Select all lines holding the word "small" from the entries that follow.

*** Opening of Data to process ***

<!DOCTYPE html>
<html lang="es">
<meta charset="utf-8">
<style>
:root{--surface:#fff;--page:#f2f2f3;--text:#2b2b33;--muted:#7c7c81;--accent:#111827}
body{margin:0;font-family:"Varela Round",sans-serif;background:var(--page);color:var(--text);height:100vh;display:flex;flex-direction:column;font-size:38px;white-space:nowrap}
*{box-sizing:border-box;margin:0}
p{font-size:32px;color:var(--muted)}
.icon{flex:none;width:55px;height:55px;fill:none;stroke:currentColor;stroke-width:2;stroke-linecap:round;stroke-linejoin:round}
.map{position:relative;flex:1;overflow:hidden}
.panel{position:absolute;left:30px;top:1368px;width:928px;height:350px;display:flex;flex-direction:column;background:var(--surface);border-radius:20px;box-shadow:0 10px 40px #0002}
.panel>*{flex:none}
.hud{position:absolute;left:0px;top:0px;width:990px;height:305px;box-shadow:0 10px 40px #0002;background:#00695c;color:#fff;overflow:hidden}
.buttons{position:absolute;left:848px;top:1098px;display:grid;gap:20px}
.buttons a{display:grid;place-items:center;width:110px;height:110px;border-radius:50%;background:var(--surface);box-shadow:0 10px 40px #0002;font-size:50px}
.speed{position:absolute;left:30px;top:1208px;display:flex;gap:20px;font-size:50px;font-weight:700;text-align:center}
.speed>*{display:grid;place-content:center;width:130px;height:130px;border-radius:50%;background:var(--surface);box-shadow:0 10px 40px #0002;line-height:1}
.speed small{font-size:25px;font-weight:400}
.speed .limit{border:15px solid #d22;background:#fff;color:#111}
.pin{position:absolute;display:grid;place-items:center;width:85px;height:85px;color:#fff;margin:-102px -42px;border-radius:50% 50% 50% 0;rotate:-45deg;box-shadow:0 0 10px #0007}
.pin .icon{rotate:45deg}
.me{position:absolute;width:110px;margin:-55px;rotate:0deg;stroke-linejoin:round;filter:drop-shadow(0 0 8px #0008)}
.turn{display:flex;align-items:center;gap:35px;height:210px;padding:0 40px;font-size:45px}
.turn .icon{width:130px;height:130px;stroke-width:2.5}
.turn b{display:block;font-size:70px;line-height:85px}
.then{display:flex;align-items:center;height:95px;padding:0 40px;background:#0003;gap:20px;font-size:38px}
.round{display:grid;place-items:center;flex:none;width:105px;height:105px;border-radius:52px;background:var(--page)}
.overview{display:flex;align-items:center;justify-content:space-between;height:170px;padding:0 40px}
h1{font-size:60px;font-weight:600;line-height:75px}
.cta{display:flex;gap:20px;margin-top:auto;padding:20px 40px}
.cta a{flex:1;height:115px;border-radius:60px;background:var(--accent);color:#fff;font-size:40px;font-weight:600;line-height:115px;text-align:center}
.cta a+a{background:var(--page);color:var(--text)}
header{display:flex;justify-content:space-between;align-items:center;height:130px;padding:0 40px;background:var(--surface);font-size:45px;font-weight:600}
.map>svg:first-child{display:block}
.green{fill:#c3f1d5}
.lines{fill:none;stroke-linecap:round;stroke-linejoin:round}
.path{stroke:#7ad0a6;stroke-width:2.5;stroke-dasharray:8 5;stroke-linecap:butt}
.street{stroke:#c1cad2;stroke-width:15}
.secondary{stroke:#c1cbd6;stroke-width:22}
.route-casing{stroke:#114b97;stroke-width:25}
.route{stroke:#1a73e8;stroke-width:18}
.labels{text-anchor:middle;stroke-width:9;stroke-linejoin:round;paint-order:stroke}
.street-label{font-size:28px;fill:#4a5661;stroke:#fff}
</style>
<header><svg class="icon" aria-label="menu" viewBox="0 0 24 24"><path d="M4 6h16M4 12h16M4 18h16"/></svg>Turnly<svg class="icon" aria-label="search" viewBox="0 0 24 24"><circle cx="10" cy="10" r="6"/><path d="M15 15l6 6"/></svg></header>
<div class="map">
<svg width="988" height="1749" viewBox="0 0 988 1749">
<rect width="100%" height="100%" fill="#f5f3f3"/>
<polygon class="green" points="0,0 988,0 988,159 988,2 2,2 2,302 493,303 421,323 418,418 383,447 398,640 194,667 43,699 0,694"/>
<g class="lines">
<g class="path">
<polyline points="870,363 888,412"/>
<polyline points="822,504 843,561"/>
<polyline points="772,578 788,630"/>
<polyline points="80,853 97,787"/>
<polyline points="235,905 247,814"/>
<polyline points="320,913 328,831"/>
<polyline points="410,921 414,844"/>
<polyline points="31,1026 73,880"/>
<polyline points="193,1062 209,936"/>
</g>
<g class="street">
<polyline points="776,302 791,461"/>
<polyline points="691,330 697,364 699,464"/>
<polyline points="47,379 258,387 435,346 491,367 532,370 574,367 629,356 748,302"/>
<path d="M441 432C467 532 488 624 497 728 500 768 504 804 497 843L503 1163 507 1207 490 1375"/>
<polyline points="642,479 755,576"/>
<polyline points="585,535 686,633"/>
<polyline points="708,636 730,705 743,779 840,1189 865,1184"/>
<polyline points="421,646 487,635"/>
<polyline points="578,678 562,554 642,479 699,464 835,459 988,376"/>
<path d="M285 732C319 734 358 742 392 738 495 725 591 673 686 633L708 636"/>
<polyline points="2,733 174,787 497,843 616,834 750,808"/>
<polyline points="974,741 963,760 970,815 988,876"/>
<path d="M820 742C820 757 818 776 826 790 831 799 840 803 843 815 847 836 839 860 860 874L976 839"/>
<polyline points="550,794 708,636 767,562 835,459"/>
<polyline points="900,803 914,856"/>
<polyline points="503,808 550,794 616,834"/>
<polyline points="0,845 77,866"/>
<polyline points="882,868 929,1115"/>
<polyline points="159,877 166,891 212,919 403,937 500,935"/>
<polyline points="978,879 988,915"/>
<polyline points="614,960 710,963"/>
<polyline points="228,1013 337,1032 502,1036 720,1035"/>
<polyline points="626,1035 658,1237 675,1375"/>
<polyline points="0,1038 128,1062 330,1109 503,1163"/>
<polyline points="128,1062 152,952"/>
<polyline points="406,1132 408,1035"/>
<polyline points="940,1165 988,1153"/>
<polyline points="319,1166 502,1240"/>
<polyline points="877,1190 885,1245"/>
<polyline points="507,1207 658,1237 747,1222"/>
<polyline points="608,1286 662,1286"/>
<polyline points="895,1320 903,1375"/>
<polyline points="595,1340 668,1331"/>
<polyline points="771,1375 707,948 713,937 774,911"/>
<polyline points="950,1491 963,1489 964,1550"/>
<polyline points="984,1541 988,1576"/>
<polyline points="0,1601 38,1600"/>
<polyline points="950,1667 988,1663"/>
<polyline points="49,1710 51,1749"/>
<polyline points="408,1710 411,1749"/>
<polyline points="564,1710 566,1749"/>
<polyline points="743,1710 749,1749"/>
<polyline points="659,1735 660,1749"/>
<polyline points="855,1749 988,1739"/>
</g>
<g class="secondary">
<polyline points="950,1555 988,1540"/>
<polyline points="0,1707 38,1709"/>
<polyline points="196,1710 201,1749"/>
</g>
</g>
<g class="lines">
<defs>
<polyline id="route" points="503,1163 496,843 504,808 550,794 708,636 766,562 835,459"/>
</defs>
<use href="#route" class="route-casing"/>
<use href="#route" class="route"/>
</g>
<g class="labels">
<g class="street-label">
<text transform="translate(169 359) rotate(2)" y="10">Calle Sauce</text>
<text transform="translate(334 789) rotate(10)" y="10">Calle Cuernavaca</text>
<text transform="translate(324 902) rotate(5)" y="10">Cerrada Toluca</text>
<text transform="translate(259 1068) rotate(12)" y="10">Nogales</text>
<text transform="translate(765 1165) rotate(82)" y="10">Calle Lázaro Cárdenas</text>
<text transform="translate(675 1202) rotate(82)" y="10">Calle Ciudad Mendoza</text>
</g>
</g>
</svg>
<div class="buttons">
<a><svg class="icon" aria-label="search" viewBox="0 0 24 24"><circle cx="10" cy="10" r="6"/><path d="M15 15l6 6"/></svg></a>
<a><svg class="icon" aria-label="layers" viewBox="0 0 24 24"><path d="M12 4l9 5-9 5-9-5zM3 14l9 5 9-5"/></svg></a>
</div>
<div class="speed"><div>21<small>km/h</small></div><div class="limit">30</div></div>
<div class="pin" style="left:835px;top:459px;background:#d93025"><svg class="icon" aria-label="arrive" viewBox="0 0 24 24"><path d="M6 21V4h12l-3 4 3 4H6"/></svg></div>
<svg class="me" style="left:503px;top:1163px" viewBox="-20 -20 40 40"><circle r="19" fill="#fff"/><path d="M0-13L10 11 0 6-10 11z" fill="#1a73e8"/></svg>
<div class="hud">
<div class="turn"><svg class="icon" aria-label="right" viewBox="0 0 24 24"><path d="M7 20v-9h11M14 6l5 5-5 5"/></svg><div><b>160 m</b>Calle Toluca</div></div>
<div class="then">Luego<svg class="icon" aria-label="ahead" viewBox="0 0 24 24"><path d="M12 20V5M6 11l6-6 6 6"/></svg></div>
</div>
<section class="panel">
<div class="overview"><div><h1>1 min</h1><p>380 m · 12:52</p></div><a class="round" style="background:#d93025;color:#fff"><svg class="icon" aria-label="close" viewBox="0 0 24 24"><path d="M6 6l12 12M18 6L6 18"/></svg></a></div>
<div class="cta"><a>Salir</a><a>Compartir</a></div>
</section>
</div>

*** Close of Data to process ***
*** Opening of Data to process ***

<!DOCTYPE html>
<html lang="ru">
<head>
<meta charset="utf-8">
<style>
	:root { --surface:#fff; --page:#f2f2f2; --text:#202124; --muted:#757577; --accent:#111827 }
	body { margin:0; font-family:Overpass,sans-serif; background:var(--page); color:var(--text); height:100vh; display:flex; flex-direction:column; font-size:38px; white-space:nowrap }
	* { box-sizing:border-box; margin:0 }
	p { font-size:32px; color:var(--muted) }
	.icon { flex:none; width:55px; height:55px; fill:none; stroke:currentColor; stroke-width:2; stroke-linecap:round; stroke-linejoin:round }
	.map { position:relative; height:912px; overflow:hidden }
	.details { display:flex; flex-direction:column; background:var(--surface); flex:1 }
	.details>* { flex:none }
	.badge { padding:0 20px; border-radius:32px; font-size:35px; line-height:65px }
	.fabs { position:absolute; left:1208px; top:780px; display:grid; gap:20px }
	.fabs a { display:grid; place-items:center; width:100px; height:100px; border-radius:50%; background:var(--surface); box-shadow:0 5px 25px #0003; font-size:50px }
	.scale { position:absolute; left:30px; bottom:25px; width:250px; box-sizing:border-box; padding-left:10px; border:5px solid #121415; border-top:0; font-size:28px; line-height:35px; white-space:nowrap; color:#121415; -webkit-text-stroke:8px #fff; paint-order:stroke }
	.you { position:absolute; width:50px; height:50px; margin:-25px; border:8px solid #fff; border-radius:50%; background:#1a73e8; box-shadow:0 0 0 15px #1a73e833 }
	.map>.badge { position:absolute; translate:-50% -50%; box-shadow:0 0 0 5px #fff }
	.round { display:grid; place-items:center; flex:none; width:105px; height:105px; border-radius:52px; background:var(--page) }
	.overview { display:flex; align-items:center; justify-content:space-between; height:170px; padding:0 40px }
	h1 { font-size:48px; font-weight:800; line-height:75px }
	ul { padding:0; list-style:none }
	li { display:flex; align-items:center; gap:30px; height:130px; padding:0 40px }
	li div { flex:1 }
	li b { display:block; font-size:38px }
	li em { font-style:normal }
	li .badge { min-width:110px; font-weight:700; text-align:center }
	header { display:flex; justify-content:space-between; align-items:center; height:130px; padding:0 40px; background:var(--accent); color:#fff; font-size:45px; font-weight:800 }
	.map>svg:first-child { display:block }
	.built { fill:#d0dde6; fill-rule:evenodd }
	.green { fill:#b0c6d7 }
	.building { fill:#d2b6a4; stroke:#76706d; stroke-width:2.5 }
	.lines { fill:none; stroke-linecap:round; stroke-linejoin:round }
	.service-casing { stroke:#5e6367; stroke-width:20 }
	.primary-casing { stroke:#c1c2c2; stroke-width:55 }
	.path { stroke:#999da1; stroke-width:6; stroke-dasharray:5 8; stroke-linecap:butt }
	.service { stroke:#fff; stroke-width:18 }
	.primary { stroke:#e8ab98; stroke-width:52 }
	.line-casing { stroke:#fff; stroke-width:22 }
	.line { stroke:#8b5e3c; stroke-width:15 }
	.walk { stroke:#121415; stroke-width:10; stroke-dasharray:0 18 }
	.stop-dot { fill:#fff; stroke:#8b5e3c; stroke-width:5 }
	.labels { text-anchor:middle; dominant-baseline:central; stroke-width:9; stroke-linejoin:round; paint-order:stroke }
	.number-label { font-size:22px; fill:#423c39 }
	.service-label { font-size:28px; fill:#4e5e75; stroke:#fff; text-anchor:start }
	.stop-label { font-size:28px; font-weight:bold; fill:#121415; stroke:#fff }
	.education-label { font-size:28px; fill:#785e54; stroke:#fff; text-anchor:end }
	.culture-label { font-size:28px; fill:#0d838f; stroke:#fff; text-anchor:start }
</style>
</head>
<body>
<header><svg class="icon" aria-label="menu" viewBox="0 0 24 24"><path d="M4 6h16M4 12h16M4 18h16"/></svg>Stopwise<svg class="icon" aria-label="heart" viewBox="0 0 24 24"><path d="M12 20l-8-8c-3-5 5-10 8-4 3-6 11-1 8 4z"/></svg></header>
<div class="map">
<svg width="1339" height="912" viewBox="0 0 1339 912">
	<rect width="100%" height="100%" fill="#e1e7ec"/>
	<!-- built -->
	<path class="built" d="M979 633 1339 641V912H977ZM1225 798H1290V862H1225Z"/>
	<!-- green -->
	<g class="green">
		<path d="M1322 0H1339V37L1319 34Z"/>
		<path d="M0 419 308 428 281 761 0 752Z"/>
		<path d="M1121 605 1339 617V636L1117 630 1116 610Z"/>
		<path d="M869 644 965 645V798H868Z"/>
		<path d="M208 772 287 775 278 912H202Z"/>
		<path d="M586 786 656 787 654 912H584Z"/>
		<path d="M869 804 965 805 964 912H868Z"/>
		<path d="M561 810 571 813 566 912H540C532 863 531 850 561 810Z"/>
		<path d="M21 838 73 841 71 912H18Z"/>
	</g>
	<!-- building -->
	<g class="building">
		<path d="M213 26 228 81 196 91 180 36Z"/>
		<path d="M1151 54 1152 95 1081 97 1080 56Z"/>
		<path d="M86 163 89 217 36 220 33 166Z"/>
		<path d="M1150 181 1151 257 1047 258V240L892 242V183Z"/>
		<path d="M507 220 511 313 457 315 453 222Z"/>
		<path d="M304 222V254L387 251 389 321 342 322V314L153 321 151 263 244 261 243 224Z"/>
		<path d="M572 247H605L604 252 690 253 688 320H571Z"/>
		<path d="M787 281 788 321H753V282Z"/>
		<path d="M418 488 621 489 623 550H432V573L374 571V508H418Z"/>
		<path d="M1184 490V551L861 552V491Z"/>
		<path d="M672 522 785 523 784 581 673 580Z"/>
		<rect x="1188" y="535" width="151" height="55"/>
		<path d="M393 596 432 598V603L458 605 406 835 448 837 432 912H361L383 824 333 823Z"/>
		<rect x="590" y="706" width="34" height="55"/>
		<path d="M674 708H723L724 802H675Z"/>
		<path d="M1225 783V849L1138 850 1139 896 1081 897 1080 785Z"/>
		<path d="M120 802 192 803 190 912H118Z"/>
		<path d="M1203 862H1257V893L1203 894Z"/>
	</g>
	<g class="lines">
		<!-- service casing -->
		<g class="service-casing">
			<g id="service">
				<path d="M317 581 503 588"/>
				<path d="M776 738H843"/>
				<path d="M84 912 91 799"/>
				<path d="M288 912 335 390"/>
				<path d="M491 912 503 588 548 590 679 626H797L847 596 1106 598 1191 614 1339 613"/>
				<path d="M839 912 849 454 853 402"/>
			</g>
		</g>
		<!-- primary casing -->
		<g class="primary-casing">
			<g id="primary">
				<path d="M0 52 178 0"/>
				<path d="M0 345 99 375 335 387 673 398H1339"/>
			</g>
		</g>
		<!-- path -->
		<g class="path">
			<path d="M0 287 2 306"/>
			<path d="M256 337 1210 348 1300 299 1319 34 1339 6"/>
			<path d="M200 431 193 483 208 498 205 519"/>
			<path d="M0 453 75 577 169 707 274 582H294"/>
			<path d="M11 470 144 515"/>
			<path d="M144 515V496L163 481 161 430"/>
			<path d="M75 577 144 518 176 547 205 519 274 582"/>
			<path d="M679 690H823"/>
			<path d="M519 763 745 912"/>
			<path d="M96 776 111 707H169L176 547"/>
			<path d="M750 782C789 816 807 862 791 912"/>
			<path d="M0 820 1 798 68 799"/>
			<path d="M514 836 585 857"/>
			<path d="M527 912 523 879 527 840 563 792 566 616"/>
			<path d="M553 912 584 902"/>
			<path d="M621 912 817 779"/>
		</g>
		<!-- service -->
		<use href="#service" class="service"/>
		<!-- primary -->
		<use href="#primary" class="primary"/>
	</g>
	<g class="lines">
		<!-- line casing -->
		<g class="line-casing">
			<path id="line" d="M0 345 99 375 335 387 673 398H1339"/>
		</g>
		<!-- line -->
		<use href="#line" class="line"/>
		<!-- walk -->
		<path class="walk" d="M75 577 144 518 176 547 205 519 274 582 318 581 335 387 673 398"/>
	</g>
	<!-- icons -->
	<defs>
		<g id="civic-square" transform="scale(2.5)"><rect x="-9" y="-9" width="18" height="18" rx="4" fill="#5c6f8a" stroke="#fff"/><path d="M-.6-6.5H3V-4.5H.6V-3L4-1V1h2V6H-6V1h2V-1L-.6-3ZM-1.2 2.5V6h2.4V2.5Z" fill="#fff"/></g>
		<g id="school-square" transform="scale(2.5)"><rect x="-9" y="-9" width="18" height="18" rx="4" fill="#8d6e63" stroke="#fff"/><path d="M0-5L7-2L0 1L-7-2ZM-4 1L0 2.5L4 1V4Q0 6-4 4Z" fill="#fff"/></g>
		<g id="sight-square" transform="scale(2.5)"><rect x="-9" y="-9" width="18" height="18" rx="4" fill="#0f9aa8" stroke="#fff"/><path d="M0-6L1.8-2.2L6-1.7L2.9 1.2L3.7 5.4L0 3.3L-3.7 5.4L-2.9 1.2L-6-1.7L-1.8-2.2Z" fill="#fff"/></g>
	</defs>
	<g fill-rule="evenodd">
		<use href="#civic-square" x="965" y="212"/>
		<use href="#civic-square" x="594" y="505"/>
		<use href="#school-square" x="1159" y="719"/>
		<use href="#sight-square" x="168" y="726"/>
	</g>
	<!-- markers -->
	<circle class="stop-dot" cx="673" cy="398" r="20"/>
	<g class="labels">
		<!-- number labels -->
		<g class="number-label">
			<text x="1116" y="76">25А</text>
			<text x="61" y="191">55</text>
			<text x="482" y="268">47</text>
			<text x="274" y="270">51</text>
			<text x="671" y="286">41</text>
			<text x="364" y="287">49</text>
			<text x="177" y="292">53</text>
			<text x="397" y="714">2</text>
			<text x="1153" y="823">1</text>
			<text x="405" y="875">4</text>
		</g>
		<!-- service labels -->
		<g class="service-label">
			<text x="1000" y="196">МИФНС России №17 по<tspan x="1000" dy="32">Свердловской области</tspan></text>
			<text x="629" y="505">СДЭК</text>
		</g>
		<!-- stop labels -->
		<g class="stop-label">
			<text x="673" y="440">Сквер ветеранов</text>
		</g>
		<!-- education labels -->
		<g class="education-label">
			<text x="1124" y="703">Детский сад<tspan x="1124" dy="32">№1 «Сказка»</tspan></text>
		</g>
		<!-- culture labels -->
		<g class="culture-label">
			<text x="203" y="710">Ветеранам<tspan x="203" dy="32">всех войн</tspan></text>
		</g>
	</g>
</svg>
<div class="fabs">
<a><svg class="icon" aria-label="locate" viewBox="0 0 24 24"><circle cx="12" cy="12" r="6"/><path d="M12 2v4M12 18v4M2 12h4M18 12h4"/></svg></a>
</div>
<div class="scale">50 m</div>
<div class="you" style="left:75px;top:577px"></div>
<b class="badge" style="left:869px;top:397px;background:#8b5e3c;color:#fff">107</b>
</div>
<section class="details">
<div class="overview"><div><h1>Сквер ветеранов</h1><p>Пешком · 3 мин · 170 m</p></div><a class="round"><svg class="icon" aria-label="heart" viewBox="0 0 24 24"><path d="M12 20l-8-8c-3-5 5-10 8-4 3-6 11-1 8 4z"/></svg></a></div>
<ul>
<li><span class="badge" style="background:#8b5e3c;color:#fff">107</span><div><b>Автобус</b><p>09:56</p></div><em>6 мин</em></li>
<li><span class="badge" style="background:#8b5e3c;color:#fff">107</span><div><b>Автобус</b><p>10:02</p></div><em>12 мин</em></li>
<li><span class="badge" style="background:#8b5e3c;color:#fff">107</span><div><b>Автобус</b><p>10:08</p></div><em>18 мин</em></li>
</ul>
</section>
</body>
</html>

*** Close of Data to process ***

- _Task response_
.speed small{font-size:25px;font-weight:400}
<div class="speed"><div>21<small>km/h</small></div><div class="limit">30</div></div>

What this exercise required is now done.